I had the pleasure of attending this morning’s en banc oral argument in NCAA v. Governor of NJ. The ceremonial courtroom was packed, and even two of the judges who had recused were in the audience. Circuit advocacy (and circuit judging) is not often a big-crowds gig, so it was an entertaining spectacle.

Judge Ambro (presiding due to Chief Judge McKee’s recusal) opened with a heartfelt tribute to Justice Scalia, saying it was “so true” that he was “transformative” and describing him as “perhaps the greatest influential jurist of my generation.”

Here are a few things that surprised me:

  • Judge Barry missed participating by video feed due to technical difficulties, but at the last minute she was able to join in by audio;
  • Theodore Olson appeared to be reading his opening, word for word. Not just the opening sentence, but the whole first minute or two. (And later he declined to answer a judge’s direct question about what the recent troubles of daily-fantasy-sports betting meant for his position, saying he didn’t want to get into that.)
  • Paul Clement, who gave a virtuoso argument, leaned pretty heavily on legislative history. Heresy!
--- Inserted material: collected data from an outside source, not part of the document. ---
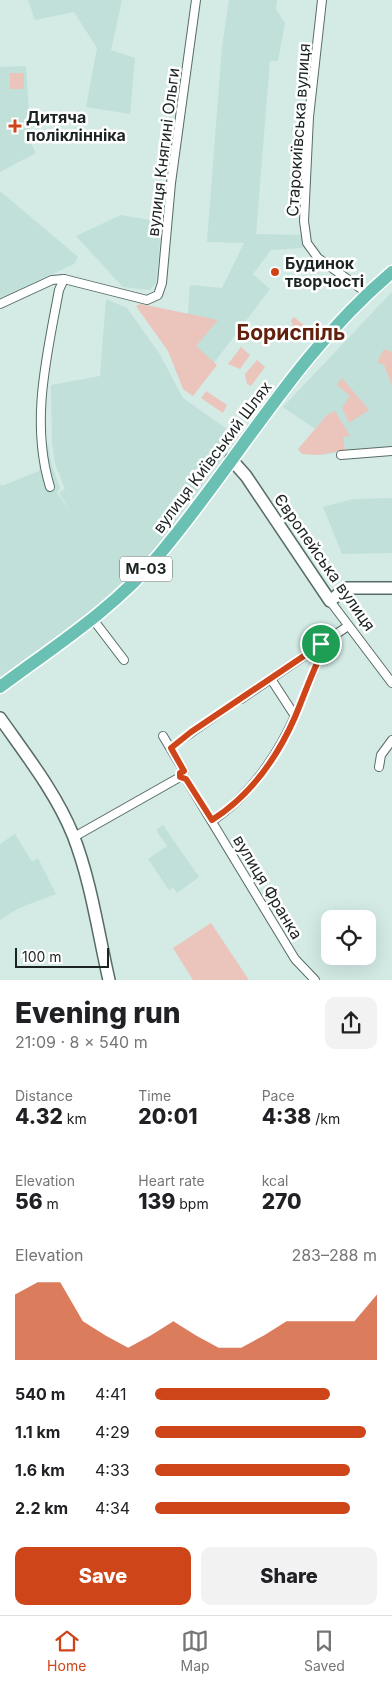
<!DOCTYPE html>
<meta charset="utf-8">
<style>
body{margin:0;font-family:Inter,sans-serif;background:#f2f2f2;color:#202124;height:100vh;display:flex;flex-direction:column;font-size:19px;white-space:nowrap}
*{box-sizing:border-box;margin:0}
p{font-size:16px;color:#757577}
.icon{flex:none;width:28px;height:28px;fill:none;stroke:currentColor;stroke-width:2;stroke-linecap:round;stroke-linejoin:round}
.map{position:relative;height:980px;overflow:hidden}
.panel{display:flex;flex-direction:column;background:#fff;flex:1}
.panel>*{flex:none}
.fabs{position:absolute;left:321px;top:910px;display:grid;gap:10px}
.fabs a{display:grid;place-items:center;width:55px;height:55px;border-radius:10px;background:#fff;box-shadow:0 5px 20px #0002;font-size:25px}
.scale{position:absolute;left:15px;bottom:12px;width:94px;box-sizing:border-box;padding-left:5px;border:2px solid #1c2423;border-top:0;font-size:14px;line-height:18px;white-space:nowrap;color:#1c2423;-webkit-text-stroke:4px #fff;paint-order:stroke}
.pin{position:absolute;display:grid;place-items:center;width:42px;height:42px;color:#fff;margin:-21px;border:2px solid #fff;border-radius:50%;box-shadow:0 1px 5px #0007}
.round{display:grid;place-items:center;flex:none;width:52px;height:52px;border-radius:10px;background:#f2f2f2}
.head{display:flex;align-items:center;justify-content:space-between;height:85px;padding:0 15px}
h1{font-size:28px;font-weight:800;line-height:38px}
.stats{display:grid;grid-template-columns:repeat(3,1fr);gap:8px;height:85px;padding:5px 15px}
.stats div{display:grid;align-content:center}
.stats b{font-size:21px;font-weight:800}
.stats small{font-size:14px;font-weight:400}
.stats p{font-size:14px}
.chart{height:140px;padding:10px 15px}
.chart p{display:flex;justify-content:space-between}
.chart svg{width:100%;height:90px;margin-top:5px;fill:#cd4518;opacity:.7}
.button{display:flex;gap:10px;margin-top:auto;padding:10px 15px}
.button a{flex:1;height:58px;border-radius:10px;background:#cd4518;color:#fff;font-size:20px;font-weight:800;line-height:58px;text-align:center}
.button a+a{background:#f2f2f2;color:#202124}
ul{padding:0 15px;list-style:none;font-size:16px}
li{display:grid;grid-template-columns:80px 60px 1fr;align-items:center;height:38px}
li i{height:12px;border-radius:6px;background:#cd4518}
.tabs{display:flex;justify-content:space-around;align-items:center;height:70px;border-top:1px solid #e0e0e0;background:#fff;font-size:14px;color:#757577}
.tabs a{display:grid;justify-items:center;gap:2px}
.tabs .active{color:#cd4518}
.map>svg:first-child{display:block}
.built{fill:#c1e0d9}
.green{fill:#ebc5bb}
.lines{fill:none;stroke-linecap:round;stroke-linejoin:round}
.pedestrian-casing{stroke:#576c67;stroke-width:8}
.minor-casing{stroke:#576c67;stroke-width:10}
.secondary-casing{stroke:#576c67;stroke-width:14}
.trunk-casing{stroke:#fff;stroke-width:15}
.pedestrian{stroke:#fff;stroke-width:5.5}
.minor{stroke:#fff;stroke-width:8}
.secondary{stroke:#fff;stroke-width:11}
.trunk{stroke:#6ac0b2;stroke-width:12}
.route-casing{stroke:#fff;stroke-width:10}
.route{stroke:#cd4518;stroke-width:6}
.poi-dot{fill:#cd4518;stroke:#fff;stroke-width:2}
.labels{text-anchor:middle;stroke-width:5;stroke-linejoin:round;paint-order:stroke}
.shield{fill:#fff;stroke:#606665;stroke-width:1}
.shield-label{font-size:15px;font-weight:bold;fill:#1c2423}
.poi-label{font-size:16px;font-weight:bold;fill:#1c2423;stroke:#fff;text-anchor:start}
.street-label{font-size:16px;fill:#1c2423;stroke:#fff}
.district-label{font-size:21px;font-weight:bold;fill:#62210d;stroke:#fff}
</style>
<div class="map">
<svg width="392" height="980" viewBox="0 0 392 980">
<rect width="100%" height="100%" fill="#d3eae5"/>
<g class="built">
<path d="M28,0H122L111,50L135,58L130,114L86,107L97,48L74,12L35,20Z"/>
<path d="M229,0H277L276,9L285,23L278,61H270L256,234L303,235L302,248L271,250L253,274L270,289L213,364L186,339L190,285L222,288L244,243L207,242L222,47Z"/>
<path d="M26,66L31,143L36,153L0,172V67Z"/>
<path d="M0,191L78,257L74,264L0,298Z"/>
<path d="M121,215L162,222L156,283L150,290L123,287L76,236Z"/>
<path d="M392,292V352L384,349V365L392,386V448L349,451L345,449L335,453L319,455L321,433L283,407Z"/>
<path d="M106,299L127,308L159,353L183,398L238,437L152,553L94,609L0,677V484L2,486L39,471V446L48,445L52,466L60,488L57,493L71,513L59,493L65,489L55,464L52,443L51,385L100,376Z"/>
<path d="M392,498V553L342,554L323,507L353,499Z"/>
<path d="M163,825L199,877L177,893L173,887L169,890L148,859L167,846L156,830Z"/>
<path d="M15,834L32,862L38,858L56,894L19,908L0,920V844Z"/>
</g>
<g class="green">
<rect x="10" y="73" width="14" height="16"/>
<path d="M141,304L218,320L196,346L217,365L193,396L183,389L168,351L136,306Z"/>
<path d="M294,317L307,328L298,338L292,331L293,327L291,320Z"/>
<path d="M241,347L250,355L240,369L228,364Z"/>
<path d="M384,349L392,352V386L384,365L377,362Z"/>
<path d="M257,360L265,367L251,386L247,384L245,374Z"/>
<path d="M342,378L369,410L349,423L342,408L350,396L337,385Z"/>
<path d="M206,391L227,405L223,413L201,398Z"/>
<path d="M335,411L350,436L343,437L345,450L319,455L302,454L298,449L327,415Z"/>
<path d="M211,923L249,980H193L173,948Z"/>
</g>
<g class="lines">
<defs>
<g id="pedestrian">
<path d="M295,716L328,640"/>
<path d="M171,748L241,699"/>
</g>
<g id="minor">
<path d="M322,0L309,117L304,221L307,243L318,258L367,293"/>
<path d="M0,304L52,280L64,279L147,300L158,295L162,283L171,183L196,0"/>
<path d="M341,455L392,451"/>
<path d="M50,487C30,422 47,355 59,290L64,279"/>
<path d="M330,601L392,683"/>
<path d="M92,618L124,660"/>
<path d="M241,699L348,626"/>
<path d="M163,736L184,771"/>
<path d="M379,767L381,755L392,740"/>
<path d="M186,779L295,959L315,980"/>
<path d="M212,821C251,795 276,758 295,716L271,679"/>
<path d="M74,837L180,777"/>
</g>
<g id="secondary">
<path d="M231,459L246,476L330,601L346,588H392"/>
<path d="M0,718C26,755 56,793 73,835C91,881 98,932 109,980"/>
</g>
<path id="trunk" d="M0,687C55,646 115,608 159,555C239,460 296,353 392,272"/>
</defs>
<use href="#pedestrian" class="pedestrian-casing"/>
<use href="#minor" class="minor-casing"/>
<use href="#secondary" class="secondary-casing"/>
<use href="#trunk" class="trunk-casing"/>
<use href="#pedestrian" class="pedestrian"/>
<use href="#minor" class="minor"/>
<use href="#secondary" class="secondary"/>
<use href="#trunk" class="trunk"/>
</g>
<g class="lines">
<defs>
<path id="route" d="M329,639C315,663 306,691 295,717C277,758 251,795 212,820L186,779L180,777V773L184,771L171,748L191,732Z"/>
</defs>
<use href="#route" class="route-casing"/>
<use href="#route" class="route"/>
</g>
<g class="poi-dot">
<path d="M12.5 118.5h5v5h5v5h-5v5h-5v-5h-5v-5h5z"/>
<circle cx="275" cy="272" r="5"/>
</g>
<g class="labels">
<rect class="shield" x="120" y="556.5" width="52" height="25" rx="4"/>
<g class="shield-label">
<text x="146" y="574">М-03</text>
</g>
<g class="poi-label">
<text x="26" y="123">Дитяча<tspan x="26" dy="18">поліклінніка</tspan></text>
<text x="285" y="269">Будинок<tspan x="285" dy="18">творчості</tspan></text>
</g>
<g class="street-label">
<text transform="translate(298 130) rotate(-86)" y="6">Старокиївська вулиця</text>
<text transform="translate(163 152) rotate(-83)" y="6">вулиця Княгині Ольги</text>
<text transform="translate(212 457) rotate(-53)" y="6">вулиця Київський Шлях</text>
<text transform="translate(325 562) rotate(55)" y="6">Європейська вулиця</text>
<text transform="translate(268 887) rotate(59)" y="6">вулиця Франка</text>
</g>
<g class="district-label">
<text x="291" y="340">Бориспіль</text>
</g>
</g>
</svg>
<div class="fabs">
<a><svg class="icon" aria-label="locate" viewBox="0 0 24 24"><circle cx="12" cy="12" r="6"/><path d="M12 2v4M12 18v4M2 12h4M18 12h4"/></svg></a>
</div>
<div class="scale">100 m</div>
<div class="pin" style="left:321px;top:644px;background:#1e9e55"><svg class="icon" aria-label="arrive" viewBox="0 0 24 24"><path d="M6 21V4h12l-3 4 3 4H6"/></svg></div>
</div>
<section class="panel">
<div class="head"><div><h1>Evening run</h1><p>21:09 · 8 × 540 m</p></div><a class="round"><svg class="icon" aria-label="share" viewBox="0 0 24 24"><path d="M12 15V3M7 8l5-5 5 5M5 13v7h14v-7"/></svg></a></div>
<div class="stats">
<div><p>Distance</p><b>4.32<small> km</small></b></div>
<div><p>Time</p><b>20:01</b></div>
<div><p>Pace</p><b>4:38<small> /km</small></b></div>
</div>
<div class="stats">
<div><p>Elevation</p><b>56<small> m</small></b></div>
<div><p>Heart rate</p><b>139<small> bpm</small></b></div>
<div><p>kcal</p><b>270</b></div>
</div>
<div class="chart"><p><span>Elevation</span>283–288 m</p>
<svg viewBox="0 0 160 44" preserveAspectRatio="none"><path d="M0 44V12L10 6L20 6L30 25L40 32L50 38L60 32L70 25L80 32L90 38L100 38L110 32L120 25L130 25L140 25L150 25L160 12V44z"/></svg>
</div>
<ul>
<li><b>540 m</b>4:41<i style="width:79%"></i></li>
<li><b>1.1 km</b>4:29<i style="width:95%"></i></li>
<li><b>1.6 km</b>4:33<i style="width:88%"></i></li>
<li><b>2.2 km</b>4:34<i style="width:88%"></i></li>
</ul>
<div class="button"><a>Save</a><a>Share</a></div>
</section>
<nav class="tabs">
<a class="active"><svg class="icon" aria-label="home" viewBox="0 0 24 24"><path d="M3 11l9-7 9 7M6 9v11h12V9"/></svg>Home</a>
<a><svg class="icon" aria-label="map" viewBox="0 0 24 24"><path d="M3 6l6-2 6 2 6-2v14l-6 2-6-2-6 2zM9 4v14M15 6v14"/></svg>Map</a>
<a><svg class="icon" aria-label="saved" viewBox="0 0 24 24"><path d="M7 4h10v16l-5-4-5 4z"/></svg>Saved</a>
</nav>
On a more substantive note, I was surprised that some of the court’s more conservative judges were the source of some of Olson’s toughest questions. I figured the court’s right was New Jersey’s best hope for getting towards the seven votes it needed to win, since a vote for New Jersey could be seen as a vote for state power and for business. But Judge Fisher was plainly dubious of Olson’s position, and Judges Hardiman and Jordan peppered him with tough questions, too.

But for all the little surprises, the bottom-line sense I got from today’s argument was not surprising. I came in doubting that New Jersey could find seven votes, and nothing that transpired during the argument reduced my doubt. We won’t know the result until the opinion(s) are issued, but Clement, the sports leagues, and the government have to feel pretty good about today.